» Records drawn from a dataset:
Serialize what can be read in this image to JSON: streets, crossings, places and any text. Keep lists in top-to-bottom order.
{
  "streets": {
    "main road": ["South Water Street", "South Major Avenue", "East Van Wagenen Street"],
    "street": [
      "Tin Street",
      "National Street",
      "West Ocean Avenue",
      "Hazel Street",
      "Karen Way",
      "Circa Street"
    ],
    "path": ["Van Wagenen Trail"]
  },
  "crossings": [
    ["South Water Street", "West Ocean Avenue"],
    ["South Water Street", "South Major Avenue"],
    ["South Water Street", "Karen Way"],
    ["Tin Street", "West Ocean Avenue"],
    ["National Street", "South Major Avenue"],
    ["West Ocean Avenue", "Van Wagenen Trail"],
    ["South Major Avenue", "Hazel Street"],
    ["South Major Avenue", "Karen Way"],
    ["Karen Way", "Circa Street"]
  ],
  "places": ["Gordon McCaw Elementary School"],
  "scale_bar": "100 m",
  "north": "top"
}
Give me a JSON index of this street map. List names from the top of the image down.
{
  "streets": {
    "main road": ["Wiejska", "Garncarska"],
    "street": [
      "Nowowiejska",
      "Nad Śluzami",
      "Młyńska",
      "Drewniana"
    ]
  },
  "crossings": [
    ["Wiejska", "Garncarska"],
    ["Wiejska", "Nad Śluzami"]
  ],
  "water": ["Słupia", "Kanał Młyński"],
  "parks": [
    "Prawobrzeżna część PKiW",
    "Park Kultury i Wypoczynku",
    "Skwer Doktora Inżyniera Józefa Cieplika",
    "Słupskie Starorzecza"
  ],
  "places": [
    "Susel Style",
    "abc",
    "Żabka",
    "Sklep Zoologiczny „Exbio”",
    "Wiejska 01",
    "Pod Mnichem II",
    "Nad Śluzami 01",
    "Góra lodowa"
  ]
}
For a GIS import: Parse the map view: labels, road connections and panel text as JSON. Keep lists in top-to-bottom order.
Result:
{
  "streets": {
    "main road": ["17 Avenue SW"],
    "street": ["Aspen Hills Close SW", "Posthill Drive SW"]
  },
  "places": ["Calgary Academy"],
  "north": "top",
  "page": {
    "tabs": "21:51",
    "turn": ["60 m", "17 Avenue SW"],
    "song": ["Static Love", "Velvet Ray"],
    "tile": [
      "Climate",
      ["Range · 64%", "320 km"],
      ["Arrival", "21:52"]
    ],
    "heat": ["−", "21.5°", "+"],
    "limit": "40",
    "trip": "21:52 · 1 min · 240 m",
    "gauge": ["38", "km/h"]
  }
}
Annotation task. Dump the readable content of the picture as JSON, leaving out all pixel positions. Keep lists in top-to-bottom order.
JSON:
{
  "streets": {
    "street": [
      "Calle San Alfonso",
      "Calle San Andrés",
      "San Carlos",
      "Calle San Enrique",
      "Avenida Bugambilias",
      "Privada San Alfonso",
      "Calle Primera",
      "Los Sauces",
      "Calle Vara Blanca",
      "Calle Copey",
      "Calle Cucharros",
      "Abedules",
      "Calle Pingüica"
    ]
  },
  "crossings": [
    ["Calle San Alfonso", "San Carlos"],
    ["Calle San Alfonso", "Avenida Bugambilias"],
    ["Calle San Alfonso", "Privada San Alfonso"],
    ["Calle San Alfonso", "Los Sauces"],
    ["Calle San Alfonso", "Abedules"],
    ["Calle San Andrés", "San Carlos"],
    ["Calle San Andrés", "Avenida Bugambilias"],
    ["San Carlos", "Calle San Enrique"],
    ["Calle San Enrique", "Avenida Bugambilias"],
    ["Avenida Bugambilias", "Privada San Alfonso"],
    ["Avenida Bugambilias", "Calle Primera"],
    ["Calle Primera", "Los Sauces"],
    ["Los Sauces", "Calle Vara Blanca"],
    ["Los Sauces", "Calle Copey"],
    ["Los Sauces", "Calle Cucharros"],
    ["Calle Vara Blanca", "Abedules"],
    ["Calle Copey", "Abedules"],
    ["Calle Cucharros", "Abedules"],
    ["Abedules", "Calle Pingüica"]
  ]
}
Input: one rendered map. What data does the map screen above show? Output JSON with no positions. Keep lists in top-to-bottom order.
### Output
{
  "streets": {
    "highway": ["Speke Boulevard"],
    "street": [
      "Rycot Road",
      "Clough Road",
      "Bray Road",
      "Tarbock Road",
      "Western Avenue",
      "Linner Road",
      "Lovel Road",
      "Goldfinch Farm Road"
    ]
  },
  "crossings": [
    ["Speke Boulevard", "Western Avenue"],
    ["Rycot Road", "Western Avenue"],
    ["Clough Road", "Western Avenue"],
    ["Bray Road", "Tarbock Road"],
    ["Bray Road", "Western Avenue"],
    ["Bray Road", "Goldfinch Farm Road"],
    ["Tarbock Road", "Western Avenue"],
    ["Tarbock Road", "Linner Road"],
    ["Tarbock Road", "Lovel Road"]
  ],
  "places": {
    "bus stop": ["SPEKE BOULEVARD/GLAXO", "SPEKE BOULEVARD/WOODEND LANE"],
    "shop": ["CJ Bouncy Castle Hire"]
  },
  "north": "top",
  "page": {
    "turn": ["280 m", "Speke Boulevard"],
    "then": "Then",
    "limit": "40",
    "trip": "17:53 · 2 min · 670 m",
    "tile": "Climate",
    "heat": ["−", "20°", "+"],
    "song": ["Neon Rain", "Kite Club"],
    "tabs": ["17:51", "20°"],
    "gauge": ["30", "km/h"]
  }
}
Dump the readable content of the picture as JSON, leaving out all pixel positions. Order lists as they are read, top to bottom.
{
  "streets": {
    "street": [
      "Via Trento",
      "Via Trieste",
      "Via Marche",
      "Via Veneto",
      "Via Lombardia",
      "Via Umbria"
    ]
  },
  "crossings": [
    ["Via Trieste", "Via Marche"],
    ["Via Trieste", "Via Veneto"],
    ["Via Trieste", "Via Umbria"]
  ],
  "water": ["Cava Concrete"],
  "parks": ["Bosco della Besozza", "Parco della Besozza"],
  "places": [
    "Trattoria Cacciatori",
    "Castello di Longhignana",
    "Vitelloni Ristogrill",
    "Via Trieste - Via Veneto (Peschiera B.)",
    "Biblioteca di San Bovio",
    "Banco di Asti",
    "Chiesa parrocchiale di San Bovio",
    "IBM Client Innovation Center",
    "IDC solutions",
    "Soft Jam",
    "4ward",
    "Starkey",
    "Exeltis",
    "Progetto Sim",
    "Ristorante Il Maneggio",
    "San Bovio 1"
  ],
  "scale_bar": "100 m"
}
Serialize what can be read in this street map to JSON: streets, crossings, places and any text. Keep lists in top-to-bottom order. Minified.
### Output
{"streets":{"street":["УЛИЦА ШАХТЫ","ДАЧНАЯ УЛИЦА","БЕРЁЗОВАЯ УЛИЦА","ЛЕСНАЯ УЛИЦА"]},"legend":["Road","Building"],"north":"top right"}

» WORK INSTRUCTIONS: Write out the records once more, precisely as they stand.

» SOLUTION FOR THIS PROBLEM:
Serialize what can be read in this image to JSON: streets, crossings, places and any text. Keep lists in top-to-bottom order.
{
  "streets": {
    "main road": ["South Water Street", "South Major Avenue", "East Van Wagenen Street"],
    "street": [
      "Tin Street",
      "National Street",
      "West Ocean Avenue",
      "Hazel Street",
      "Karen Way",
      "Circa Street"
    ],
    "path": ["Van Wagenen Trail"]
  },
  "crossings": [
    ["South Water Street", "West Ocean Avenue"],
    ["South Water Street", "South Major Avenue"],
    ["South Water Street", "Karen Way"],
    ["Tin Street", "West Ocean Avenue"],
    ["National Street", "South Major Avenue"],
    ["West Ocean Avenue", "Van Wagenen Trail"],
    ["South Major Avenue", "Hazel Street"],
    ["South Major Avenue", "Karen Way"],
    ["Karen Way", "Circa Street"]
  ],
  "places": ["Gordon McCaw Elementary School"],
  "scale_bar": "100 m",
  "north": "top"
}
Give me a JSON index of this street map. List names from the top of the image down.
{
  "streets": {
    "main road": ["Wiejska", "Garncarska"],
    "street": [
      "Nowowiejska",
      "Nad Śluzami",
      "Młyńska",
      "Drewniana"
    ]
  },
  "crossings": [
    ["Wiejska", "Garncarska"],
    ["Wiejska", "Nad Śluzami"]
  ],
  "water": ["Słupia", "Kanał Młyński"],
  "parks": [
    "Prawobrzeżna część PKiW",
    "Park Kultury i Wypoczynku",
    "Skwer Doktora Inżyniera Józefa Cieplika",
    "Słupskie Starorzecza"
  ],
  "places": [
    "Susel Style",
    "abc",
    "Żabka",
    "Sklep Zoologiczny „Exbio”",
    "Wiejska 01",
    "Pod Mnichem II",
    "Nad Śluzami 01",
    "Góra lodowa"
  ]
}
For a GIS import: Parse the map view: labels, road connections and panel text as JSON. Keep lists in top-to-bottom order.
Result:
{
  "streets": {
    "main road": ["17 Avenue SW"],
    "street": ["Aspen Hills Close SW", "Posthill Drive SW"]
  },
  "places": ["Calgary Academy"],
  "north": "top",
  "page": {
    "tabs": "21:51",
    "turn": ["60 m", "17 Avenue SW"],
    "song": ["Static Love", "Velvet Ray"],
    "tile": [
      "Climate",
      ["Range · 64%", "320 km"],
      ["Arrival", "21:52"]
    ],
    "heat": ["−", "21.5°", "+"],
    "limit": "40",
    "trip": "21:52 · 1 min · 240 m",
    "gauge": ["38", "km/h"]
  }
}
Annotation task. Dump the readable content of the picture as JSON, leaving out all pixel positions. Keep lists in top-to-bottom order.
JSON:
{
  "streets": {
    "street": [
      "Calle San Alfonso",
      "Calle San Andrés",
      "San Carlos",
      "Calle San Enrique",
      "Avenida Bugambilias",
      "Privada San Alfonso",
      "Calle Primera",
      "Los Sauces",
      "Calle Vara Blanca",
      "Calle Copey",
      "Calle Cucharros",
      "Abedules",
      "Calle Pingüica"
    ]
  },
  "crossings": [
    ["Calle San Alfonso", "San Carlos"],
    ["Calle San Alfonso", "Avenida Bugambilias"],
    ["Calle San Alfonso", "Privada San Alfonso"],
    ["Calle San Alfonso", "Los Sauces"],
    ["Calle San Alfonso", "Abedules"],
    ["Calle San Andrés", "San Carlos"],
    ["Calle San Andrés", "Avenida Bugambilias"],
    ["San Carlos", "Calle San Enrique"],
    ["Calle San Enrique", "Avenida Bugambilias"],
    ["Avenida Bugambilias", "Privada San Alfonso"],
    ["Avenida Bugambilias", "Calle Primera"],
    ["Calle Primera", "Los Sauces"],
    ["Los Sauces", "Calle Vara Blanca"],
    ["Los Sauces", "Calle Copey"],
    ["Los Sauces", "Calle Cucharros"],
    ["Calle Vara Blanca", "Abedules"],
    ["Calle Copey", "Abedules"],
    ["Calle Cucharros", "Abedules"],
    ["Abedules", "Calle Pingüica"]
  ]
}
Input: one rendered map. What data does the map screen above show? Output JSON with no positions. Keep lists in top-to-bottom order.
### Output
{
  "streets": {
    "highway": ["Speke Boulevard"],
    "street": [
      "Rycot Road",
      "Clough Road",
      "Bray Road",
      "Tarbock Road",
      "Western Avenue",
      "Linner Road",
      "Lovel Road",
      "Goldfinch Farm Road"
    ]
  },
  "crossings": [
    ["Speke Boulevard", "Western Avenue"],
    ["Rycot Road", "Western Avenue"],
    ["Clough Road", "Western Avenue"],
    ["Bray Road", "Tarbock Road"],
    ["Bray Road", "Western Avenue"],
    ["Bray Road", "Goldfinch Farm Road"],
    ["Tarbock Road", "Western Avenue"],
    ["Tarbock Road", "Linner Road"],
    ["Tarbock Road", "Lovel Road"]
  ],
  "places": {
    "bus stop": ["SPEKE BOULEVARD/GLAXO", "SPEKE BOULEVARD/WOODEND LANE"],
    "shop": ["CJ Bouncy Castle Hire"]
  },
  "north": "top",
  "page": {
    "turn": ["280 m", "Speke Boulevard"],
    "then": "Then",
    "limit": "40",
    "trip": "17:53 · 2 min · 670 m",
    "tile": "Climate",
    "heat": ["−", "20°", "+"],
    "song": ["Neon Rain", "Kite Club"],
    "tabs": ["17:51", "20°"],
    "gauge": ["30", "km/h"]
  }
}
Dump the readable content of the picture as JSON, leaving out all pixel positions. Order lists as they are read, top to bottom.
{
  "streets": {
    "street": [
      "Via Trento",
      "Via Trieste",
      "Via Marche",
      "Via Veneto",
      "Via Lombardia",
      "Via Umbria"
    ]
  },
  "crossings": [
    ["Via Trieste", "Via Marche"],
    ["Via Trieste", "Via Veneto"],
    ["Via Trieste", "Via Umbria"]
  ],
  "water": ["Cava Concrete"],
  "parks": ["Bosco della Besozza", "Parco della Besozza"],
  "places": [
    "Trattoria Cacciatori",
    "Castello di Longhignana",
    "Vitelloni Ristogrill",
    "Via Trieste - Via Veneto (Peschiera B.)",
    "Biblioteca di San Bovio",
    "Banco di Asti",
    "Chiesa parrocchiale di San Bovio",
    "IBM Client Innovation Center",
    "IDC solutions",
    "Soft Jam",
    "4ward",
    "Starkey",
    "Exeltis",
    "Progetto Sim",
    "Ristorante Il Maneggio",
    "San Bovio 1"
  ],
  "scale_bar": "100 m"
}
Serialize what can be read in this street map to JSON: streets, crossings, places and any text. Keep lists in top-to-bottom order. Minified.
### Output
{"streets":{"street":["УЛИЦА ШАХТЫ","ДАЧНАЯ УЛИЦА","БЕРЁЗОВАЯ УЛИЦА","ЛЕСНАЯ УЛИЦА"]},"legend":["Road","Building"],"north":"top right"}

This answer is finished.